BEGIN
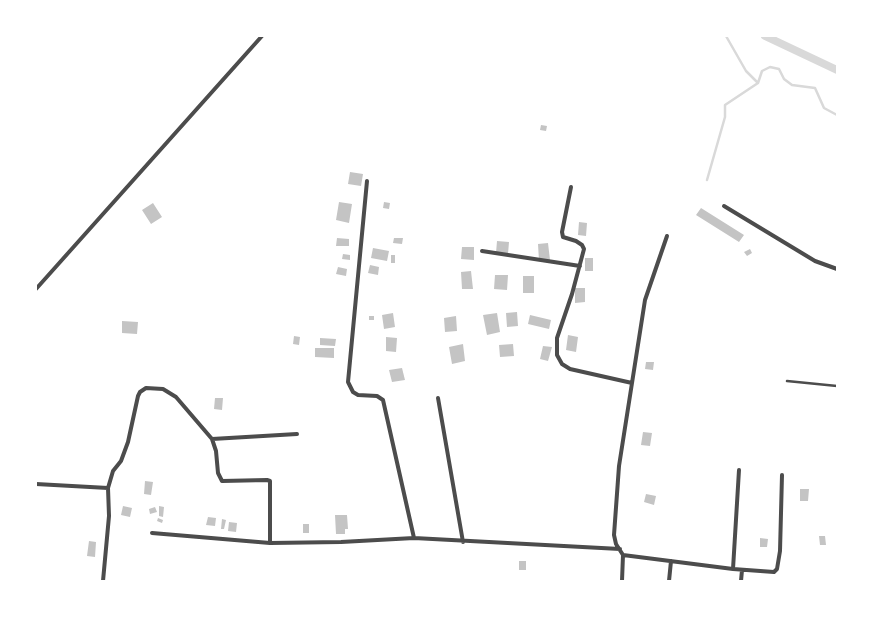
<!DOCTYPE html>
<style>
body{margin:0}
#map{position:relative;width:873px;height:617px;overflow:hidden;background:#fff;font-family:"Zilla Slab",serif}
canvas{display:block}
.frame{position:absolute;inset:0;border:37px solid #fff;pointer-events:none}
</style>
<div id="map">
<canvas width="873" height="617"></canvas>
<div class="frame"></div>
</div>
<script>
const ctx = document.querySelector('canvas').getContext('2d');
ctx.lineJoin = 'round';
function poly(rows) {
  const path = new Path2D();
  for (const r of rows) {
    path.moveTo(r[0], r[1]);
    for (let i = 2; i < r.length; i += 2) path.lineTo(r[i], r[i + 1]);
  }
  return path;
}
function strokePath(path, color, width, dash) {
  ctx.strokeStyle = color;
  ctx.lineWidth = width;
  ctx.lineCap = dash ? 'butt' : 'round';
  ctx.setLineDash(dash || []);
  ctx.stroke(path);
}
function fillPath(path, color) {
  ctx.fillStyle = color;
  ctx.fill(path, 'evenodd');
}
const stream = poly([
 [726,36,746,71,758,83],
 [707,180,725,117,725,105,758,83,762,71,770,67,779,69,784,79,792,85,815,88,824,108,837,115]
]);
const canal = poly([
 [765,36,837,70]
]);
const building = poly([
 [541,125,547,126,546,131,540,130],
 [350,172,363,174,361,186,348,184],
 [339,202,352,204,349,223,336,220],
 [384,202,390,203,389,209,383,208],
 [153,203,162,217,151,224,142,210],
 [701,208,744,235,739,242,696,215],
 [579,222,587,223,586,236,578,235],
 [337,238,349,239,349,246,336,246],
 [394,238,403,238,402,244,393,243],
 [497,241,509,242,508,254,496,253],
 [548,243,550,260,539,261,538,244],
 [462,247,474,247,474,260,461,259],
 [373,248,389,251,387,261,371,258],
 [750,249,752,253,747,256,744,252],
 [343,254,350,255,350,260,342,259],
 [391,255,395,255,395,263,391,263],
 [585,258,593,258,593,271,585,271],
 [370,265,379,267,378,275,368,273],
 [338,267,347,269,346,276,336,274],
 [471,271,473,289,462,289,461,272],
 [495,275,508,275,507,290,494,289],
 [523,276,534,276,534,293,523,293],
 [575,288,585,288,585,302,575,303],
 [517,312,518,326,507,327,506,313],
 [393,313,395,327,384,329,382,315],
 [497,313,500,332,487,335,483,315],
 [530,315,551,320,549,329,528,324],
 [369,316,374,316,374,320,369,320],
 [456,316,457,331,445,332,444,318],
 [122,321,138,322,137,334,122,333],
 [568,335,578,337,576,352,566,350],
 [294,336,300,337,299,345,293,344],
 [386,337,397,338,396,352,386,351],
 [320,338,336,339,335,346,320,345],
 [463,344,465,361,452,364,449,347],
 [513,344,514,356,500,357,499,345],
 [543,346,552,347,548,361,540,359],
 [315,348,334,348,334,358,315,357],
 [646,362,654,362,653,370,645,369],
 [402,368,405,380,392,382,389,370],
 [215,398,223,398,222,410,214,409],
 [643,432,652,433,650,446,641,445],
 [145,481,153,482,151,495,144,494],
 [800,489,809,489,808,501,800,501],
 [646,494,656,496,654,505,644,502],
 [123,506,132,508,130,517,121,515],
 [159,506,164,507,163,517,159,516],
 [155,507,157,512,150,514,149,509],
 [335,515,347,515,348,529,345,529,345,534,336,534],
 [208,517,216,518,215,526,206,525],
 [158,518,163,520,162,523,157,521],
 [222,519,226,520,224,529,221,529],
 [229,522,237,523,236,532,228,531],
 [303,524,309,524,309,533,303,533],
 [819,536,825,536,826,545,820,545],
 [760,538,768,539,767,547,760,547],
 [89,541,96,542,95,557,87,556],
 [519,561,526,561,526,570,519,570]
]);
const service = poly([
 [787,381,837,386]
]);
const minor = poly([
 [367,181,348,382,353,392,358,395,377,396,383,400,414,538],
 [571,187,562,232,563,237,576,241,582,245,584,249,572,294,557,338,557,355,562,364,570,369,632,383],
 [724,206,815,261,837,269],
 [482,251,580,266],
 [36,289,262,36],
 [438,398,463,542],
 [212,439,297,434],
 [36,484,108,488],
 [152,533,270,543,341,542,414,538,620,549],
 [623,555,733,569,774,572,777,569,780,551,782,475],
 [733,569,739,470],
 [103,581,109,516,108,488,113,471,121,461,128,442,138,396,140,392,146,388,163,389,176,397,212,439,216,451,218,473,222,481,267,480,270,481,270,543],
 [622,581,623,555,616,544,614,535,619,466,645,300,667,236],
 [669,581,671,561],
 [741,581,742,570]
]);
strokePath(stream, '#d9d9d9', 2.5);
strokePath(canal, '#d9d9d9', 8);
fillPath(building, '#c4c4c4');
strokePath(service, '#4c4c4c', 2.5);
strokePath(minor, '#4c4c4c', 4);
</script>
END
BEGIN
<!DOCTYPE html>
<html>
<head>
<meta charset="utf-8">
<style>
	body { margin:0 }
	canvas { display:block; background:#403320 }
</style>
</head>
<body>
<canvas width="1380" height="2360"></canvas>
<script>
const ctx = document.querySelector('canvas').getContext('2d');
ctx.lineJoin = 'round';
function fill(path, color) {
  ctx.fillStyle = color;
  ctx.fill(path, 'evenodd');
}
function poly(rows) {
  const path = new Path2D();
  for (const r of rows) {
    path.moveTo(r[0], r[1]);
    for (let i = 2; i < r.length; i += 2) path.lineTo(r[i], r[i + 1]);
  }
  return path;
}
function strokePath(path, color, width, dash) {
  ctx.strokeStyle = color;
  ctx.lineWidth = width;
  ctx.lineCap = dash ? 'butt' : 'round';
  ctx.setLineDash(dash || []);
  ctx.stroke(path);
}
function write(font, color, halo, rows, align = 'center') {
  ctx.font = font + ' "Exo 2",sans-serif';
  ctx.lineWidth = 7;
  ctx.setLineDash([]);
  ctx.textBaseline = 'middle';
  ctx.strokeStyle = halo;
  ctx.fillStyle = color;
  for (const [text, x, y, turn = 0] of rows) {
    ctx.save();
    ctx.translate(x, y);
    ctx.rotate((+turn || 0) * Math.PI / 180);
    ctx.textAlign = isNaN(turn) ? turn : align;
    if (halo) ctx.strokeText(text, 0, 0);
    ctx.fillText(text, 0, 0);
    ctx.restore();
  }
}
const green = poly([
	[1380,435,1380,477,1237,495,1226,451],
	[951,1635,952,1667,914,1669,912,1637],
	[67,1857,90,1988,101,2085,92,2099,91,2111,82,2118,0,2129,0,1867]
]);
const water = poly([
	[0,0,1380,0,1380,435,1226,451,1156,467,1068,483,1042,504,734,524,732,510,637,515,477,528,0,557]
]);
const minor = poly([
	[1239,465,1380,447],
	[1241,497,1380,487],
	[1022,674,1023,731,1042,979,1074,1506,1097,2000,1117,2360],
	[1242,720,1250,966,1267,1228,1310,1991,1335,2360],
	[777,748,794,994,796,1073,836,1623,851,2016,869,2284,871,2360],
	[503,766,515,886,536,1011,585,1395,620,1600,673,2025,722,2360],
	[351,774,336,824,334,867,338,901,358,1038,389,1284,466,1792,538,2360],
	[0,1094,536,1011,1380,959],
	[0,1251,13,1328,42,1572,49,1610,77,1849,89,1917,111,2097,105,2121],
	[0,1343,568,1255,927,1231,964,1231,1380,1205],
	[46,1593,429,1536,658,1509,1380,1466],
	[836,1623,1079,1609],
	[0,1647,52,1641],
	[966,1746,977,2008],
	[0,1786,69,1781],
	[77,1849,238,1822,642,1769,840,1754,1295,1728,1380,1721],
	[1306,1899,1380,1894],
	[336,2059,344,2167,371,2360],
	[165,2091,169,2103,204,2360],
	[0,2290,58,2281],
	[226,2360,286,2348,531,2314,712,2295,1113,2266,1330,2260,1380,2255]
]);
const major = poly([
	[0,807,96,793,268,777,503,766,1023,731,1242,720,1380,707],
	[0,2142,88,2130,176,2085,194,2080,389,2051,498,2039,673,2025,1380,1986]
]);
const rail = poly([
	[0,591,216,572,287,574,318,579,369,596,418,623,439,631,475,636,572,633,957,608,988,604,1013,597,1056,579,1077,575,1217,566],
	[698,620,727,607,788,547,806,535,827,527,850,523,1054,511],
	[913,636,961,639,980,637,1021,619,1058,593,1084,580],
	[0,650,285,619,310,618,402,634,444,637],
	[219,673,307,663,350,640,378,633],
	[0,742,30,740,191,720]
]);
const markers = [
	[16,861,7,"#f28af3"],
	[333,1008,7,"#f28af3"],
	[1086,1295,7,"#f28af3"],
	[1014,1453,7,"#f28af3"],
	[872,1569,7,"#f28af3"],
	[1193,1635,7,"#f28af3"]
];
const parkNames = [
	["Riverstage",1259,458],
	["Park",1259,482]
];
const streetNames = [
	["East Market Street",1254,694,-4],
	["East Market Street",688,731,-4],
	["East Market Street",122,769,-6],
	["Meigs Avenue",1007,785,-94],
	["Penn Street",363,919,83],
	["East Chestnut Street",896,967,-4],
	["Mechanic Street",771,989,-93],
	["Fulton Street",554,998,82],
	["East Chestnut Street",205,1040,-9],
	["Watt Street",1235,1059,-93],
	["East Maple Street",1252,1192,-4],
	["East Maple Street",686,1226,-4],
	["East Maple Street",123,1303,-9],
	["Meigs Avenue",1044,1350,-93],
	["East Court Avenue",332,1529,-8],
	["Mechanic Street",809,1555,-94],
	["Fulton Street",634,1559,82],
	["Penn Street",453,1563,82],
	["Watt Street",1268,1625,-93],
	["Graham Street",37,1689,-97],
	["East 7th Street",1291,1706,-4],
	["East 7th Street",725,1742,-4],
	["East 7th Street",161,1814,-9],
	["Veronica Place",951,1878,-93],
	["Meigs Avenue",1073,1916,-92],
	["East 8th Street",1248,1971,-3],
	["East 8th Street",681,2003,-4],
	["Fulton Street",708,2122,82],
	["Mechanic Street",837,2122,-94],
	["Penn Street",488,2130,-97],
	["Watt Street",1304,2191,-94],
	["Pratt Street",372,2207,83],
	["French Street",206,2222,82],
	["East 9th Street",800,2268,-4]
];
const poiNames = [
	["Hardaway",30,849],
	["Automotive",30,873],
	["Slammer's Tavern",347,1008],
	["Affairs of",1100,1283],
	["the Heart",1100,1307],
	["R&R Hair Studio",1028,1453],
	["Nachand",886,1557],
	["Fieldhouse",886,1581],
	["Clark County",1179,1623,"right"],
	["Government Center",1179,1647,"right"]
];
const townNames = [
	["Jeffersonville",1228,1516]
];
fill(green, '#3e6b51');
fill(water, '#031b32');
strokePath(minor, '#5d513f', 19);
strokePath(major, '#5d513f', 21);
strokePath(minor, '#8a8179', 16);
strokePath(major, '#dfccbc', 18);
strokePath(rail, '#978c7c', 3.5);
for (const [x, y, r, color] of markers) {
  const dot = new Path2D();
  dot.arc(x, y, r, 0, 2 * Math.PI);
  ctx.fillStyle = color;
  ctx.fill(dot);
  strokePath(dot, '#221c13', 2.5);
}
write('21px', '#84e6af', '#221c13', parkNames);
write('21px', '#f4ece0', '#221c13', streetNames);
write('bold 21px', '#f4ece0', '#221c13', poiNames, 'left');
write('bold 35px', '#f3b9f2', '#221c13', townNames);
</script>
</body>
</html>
END
#### Problem to work on
Repeat word for word the lines above that run from the line containing "function fillPath(path, color)" through the line containing "[765,36,837,70]", both ends included, and nothing else.

#### Solution below
function fillPath(path, color) {
  ctx.fillStyle = color;
  ctx.fill(path, 'evenodd');
}
const stream = poly([
 [726,36,746,71,758,83],
 [707,180,725,117,725,105,758,83,762,71,770,67,779,69,784,79,792,85,815,88,824,108,837,115]
]);
const canal = poly([
 [765,36,837,70]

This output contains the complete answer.